Stored data entries

____

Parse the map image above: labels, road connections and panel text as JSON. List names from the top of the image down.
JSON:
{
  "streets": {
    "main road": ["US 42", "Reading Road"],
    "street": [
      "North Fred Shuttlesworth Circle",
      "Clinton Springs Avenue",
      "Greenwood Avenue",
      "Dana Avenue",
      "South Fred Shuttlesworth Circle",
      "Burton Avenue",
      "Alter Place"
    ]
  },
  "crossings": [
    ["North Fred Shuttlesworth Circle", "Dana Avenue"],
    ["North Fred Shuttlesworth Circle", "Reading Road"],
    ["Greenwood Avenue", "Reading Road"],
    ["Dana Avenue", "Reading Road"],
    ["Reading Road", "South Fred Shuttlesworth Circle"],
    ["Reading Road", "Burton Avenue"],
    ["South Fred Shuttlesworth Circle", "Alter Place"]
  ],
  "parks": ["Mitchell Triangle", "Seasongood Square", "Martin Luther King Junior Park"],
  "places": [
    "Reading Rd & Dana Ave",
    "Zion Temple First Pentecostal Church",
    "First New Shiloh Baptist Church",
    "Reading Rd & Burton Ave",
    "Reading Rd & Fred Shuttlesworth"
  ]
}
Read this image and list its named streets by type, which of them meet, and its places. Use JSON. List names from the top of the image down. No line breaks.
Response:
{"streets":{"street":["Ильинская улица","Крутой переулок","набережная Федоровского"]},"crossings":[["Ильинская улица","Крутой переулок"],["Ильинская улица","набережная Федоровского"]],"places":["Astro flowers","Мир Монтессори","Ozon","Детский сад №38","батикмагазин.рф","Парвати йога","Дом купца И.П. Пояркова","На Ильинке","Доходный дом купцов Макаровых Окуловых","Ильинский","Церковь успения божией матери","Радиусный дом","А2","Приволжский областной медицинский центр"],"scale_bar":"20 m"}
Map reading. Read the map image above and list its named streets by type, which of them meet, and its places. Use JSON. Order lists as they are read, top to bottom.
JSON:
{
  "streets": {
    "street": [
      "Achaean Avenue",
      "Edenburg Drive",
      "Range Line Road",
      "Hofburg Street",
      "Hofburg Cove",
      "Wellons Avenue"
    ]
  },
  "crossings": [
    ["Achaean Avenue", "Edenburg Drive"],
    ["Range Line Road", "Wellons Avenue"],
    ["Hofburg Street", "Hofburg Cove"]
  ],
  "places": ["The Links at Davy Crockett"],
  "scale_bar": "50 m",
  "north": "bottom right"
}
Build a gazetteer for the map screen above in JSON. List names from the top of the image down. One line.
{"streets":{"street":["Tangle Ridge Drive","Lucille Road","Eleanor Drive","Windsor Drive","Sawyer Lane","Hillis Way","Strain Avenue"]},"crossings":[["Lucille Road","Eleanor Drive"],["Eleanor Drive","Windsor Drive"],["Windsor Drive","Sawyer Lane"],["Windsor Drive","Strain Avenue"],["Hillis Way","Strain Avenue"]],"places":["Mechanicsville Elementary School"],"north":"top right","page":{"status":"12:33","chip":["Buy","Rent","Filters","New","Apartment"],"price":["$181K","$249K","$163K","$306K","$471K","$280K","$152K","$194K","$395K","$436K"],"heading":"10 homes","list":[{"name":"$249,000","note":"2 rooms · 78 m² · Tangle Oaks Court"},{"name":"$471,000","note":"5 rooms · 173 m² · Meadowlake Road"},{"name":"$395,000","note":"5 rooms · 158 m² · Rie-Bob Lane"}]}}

____

* Aim of the task *
All lines with the string "type" must be copied from the data.

* Result for this exercise *
Read this image and list its named streets by type, which of them meet, and its places. Use JSON. List names from the top of the image down. No line breaks.
Map reading. Read the map image above and list its named streets by type, which of them meet, and its places. Use JSON. Order lists as they are read, top to bottom.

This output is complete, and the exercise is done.